* [Task details] Report all lines below with the word "вулиця".
-- Data listing follows --
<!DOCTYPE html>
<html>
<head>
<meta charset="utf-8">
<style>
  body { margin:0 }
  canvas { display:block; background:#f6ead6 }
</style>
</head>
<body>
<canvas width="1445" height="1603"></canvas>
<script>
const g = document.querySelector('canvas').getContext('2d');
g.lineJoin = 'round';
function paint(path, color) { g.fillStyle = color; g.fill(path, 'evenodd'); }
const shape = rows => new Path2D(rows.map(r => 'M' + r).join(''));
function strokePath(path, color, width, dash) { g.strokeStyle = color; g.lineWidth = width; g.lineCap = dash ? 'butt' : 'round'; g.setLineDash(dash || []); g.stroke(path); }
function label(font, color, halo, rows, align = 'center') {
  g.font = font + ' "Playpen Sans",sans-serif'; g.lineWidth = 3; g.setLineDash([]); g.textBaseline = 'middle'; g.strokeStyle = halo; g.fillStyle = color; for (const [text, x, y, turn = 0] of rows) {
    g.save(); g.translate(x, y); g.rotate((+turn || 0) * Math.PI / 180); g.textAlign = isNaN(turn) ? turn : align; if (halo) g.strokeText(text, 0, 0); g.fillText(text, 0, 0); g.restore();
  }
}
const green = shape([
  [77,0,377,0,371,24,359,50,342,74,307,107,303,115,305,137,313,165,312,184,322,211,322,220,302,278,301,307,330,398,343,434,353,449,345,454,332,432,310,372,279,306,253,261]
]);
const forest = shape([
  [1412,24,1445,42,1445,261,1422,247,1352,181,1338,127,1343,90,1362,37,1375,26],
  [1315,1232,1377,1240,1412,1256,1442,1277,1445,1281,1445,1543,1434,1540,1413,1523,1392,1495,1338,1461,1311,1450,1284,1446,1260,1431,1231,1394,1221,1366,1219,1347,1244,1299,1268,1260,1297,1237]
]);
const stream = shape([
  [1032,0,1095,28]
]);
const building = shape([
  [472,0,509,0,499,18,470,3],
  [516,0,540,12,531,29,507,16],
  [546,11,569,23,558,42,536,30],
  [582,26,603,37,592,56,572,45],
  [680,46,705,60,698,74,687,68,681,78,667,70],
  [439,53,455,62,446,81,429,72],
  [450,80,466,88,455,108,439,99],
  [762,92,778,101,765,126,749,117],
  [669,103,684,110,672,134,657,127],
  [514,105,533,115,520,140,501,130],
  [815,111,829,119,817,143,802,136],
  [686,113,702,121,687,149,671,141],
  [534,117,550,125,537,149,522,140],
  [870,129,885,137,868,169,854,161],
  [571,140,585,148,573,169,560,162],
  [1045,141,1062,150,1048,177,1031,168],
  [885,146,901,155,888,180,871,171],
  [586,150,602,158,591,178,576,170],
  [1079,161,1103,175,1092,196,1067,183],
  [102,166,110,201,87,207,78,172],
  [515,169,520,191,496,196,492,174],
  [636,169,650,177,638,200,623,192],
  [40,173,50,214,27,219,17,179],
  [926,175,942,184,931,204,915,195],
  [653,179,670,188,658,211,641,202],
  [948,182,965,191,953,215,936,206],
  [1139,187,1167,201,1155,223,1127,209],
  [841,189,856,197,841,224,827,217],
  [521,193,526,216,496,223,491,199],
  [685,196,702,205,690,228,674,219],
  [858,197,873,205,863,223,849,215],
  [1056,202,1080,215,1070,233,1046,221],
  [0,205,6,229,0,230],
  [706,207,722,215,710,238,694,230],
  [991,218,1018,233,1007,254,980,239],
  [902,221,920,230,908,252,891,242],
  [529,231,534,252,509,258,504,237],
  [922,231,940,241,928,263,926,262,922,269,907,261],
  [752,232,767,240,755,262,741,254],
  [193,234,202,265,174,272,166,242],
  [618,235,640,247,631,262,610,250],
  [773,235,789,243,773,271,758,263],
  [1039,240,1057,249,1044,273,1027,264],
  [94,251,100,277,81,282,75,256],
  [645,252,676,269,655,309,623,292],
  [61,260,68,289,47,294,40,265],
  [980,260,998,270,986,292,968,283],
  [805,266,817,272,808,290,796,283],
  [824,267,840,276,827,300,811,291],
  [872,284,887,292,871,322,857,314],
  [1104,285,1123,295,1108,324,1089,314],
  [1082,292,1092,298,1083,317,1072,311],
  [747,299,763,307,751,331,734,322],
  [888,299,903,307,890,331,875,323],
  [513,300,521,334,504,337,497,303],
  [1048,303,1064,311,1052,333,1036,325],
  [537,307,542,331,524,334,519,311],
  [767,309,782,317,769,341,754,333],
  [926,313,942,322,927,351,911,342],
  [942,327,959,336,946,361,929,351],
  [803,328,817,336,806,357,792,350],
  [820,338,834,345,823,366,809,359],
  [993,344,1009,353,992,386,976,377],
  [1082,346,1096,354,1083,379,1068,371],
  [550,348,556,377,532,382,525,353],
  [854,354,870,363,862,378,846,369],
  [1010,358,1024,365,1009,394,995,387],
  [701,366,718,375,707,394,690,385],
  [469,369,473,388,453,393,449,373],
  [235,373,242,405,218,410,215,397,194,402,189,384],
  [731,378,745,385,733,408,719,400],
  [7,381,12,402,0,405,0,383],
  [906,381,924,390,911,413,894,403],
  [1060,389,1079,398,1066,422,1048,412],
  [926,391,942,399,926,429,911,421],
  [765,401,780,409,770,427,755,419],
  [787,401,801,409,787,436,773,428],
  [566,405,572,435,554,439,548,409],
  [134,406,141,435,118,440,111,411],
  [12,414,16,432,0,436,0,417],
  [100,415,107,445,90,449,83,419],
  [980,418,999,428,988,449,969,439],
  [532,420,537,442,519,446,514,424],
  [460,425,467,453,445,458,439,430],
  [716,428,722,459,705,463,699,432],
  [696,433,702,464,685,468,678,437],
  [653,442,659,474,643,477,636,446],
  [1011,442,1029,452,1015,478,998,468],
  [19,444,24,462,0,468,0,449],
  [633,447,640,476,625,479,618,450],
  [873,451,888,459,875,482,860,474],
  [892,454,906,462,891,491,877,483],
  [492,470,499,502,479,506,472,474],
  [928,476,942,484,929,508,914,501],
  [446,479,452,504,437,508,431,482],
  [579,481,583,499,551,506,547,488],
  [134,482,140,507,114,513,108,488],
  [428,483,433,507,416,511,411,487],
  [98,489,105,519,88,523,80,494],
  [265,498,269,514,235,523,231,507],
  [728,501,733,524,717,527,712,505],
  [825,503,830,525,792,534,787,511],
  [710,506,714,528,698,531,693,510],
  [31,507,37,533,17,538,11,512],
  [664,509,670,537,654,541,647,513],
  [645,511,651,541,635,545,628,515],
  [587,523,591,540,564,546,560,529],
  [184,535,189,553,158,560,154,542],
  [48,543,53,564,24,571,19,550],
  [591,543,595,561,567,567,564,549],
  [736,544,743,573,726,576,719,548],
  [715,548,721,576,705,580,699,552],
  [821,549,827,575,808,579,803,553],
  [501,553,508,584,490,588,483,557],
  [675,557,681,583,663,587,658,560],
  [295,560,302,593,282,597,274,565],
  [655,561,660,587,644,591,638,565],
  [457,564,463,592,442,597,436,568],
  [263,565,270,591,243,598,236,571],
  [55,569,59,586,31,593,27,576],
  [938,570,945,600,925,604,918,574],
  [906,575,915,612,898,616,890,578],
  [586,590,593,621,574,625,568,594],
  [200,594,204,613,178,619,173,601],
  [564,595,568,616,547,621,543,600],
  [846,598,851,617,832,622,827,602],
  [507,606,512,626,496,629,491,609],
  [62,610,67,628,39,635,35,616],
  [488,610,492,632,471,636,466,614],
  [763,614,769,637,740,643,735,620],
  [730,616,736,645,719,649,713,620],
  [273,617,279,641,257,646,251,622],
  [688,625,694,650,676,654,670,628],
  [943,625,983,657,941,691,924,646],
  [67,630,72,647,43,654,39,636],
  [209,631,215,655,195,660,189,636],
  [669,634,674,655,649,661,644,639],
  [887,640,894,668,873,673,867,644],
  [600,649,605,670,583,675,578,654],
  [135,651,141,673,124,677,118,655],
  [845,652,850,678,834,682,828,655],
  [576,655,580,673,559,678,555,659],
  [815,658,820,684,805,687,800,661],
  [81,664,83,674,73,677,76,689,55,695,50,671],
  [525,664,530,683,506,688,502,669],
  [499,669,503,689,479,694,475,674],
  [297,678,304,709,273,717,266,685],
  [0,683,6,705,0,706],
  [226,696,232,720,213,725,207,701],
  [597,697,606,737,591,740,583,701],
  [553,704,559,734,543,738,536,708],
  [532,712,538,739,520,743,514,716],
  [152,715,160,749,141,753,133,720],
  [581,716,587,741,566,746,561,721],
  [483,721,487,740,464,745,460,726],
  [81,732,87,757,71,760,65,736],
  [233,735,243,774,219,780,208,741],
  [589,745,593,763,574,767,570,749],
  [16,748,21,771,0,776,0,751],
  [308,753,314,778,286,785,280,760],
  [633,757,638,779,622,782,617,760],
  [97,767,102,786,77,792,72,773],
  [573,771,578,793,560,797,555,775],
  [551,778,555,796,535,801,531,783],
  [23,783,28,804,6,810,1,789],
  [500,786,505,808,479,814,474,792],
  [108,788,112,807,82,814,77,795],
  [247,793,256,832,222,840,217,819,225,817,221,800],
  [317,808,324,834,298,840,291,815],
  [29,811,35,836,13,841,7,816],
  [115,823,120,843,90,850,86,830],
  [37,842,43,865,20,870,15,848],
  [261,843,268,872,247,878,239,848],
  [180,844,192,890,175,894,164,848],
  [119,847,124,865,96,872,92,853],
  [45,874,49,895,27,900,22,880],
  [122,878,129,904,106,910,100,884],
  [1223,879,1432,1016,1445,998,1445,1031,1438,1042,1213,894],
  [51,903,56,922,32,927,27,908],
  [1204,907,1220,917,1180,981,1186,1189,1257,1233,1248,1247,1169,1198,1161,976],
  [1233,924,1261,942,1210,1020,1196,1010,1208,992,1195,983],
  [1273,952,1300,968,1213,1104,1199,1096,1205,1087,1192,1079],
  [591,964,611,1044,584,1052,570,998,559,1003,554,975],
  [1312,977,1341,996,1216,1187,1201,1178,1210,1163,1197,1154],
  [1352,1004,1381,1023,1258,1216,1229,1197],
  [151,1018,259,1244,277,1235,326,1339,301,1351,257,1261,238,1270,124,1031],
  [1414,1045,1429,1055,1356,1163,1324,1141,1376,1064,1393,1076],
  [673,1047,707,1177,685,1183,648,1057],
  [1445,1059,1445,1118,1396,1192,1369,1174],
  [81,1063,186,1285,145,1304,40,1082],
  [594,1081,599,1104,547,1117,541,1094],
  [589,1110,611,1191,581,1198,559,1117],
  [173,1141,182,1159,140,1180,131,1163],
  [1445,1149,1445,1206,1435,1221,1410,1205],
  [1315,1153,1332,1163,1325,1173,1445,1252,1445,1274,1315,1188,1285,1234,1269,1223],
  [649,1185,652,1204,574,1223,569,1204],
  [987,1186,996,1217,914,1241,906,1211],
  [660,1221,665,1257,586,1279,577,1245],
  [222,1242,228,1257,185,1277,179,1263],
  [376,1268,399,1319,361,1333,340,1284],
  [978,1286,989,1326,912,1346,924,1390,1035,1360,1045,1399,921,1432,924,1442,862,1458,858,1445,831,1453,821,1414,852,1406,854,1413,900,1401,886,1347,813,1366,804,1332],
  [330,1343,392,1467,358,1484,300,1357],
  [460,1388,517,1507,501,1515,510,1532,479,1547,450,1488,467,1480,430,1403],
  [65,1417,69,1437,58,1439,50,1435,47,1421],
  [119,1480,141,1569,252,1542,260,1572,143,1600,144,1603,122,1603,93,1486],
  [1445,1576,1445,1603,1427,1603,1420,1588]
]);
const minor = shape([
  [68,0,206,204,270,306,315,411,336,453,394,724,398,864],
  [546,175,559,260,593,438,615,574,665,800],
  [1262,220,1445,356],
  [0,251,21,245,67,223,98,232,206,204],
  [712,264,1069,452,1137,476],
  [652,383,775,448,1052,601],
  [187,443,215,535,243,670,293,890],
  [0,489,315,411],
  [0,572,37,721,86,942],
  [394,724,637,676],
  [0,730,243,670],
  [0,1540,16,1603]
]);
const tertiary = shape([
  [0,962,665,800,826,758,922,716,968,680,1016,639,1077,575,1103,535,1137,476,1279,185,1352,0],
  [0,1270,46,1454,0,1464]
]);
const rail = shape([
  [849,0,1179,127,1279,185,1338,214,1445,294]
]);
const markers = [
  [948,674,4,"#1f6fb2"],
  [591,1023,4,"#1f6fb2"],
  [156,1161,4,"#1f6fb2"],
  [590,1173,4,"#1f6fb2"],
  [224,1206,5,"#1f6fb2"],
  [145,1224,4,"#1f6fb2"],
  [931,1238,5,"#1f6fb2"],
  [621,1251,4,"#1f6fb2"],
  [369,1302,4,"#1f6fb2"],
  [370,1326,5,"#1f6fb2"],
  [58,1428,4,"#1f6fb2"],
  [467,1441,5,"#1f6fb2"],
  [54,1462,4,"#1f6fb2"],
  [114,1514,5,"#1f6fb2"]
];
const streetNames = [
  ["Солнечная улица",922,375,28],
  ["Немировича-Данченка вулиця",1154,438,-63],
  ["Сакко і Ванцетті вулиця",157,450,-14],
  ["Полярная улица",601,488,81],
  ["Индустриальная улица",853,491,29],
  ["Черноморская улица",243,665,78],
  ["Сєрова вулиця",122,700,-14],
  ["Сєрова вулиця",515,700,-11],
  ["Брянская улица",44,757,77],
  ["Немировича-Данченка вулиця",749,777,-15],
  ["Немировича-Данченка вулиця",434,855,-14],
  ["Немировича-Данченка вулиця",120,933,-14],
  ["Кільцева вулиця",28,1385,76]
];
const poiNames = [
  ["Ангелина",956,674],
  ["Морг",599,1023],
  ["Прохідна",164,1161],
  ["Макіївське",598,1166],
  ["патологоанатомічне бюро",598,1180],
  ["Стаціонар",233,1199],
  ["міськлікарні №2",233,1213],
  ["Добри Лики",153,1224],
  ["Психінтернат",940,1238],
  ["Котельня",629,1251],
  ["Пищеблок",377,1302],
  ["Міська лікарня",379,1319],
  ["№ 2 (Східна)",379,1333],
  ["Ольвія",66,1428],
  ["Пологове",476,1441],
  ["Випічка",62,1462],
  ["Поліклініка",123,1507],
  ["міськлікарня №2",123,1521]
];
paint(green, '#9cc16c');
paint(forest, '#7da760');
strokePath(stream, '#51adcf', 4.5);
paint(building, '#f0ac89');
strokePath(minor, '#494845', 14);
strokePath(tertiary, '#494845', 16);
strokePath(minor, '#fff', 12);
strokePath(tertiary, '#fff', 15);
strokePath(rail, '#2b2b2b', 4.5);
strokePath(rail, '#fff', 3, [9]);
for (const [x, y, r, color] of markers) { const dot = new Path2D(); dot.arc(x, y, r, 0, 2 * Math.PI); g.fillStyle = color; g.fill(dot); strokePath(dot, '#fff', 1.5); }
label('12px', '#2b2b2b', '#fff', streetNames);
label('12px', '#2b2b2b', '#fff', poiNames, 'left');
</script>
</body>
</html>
-- Data listing concluded --
* [Exercise answer]
  ["Немировича-Данченка вулиця",1154,438,-63],
  ["Сакко і Ванцетті вулиця",157,450,-14],
  ["Сєрова вулиця",122,700,-14],
  ["Сєрова вулиця",515,700,-11],
  ["Немировича-Данченка вулиця",749,777,-15],
  ["Немировича-Данченка вулиця",434,855,-14],
  ["Немировича-Данченка вулиця",120,933,-14],
  ["Кільцева вулиця",28,1385,76]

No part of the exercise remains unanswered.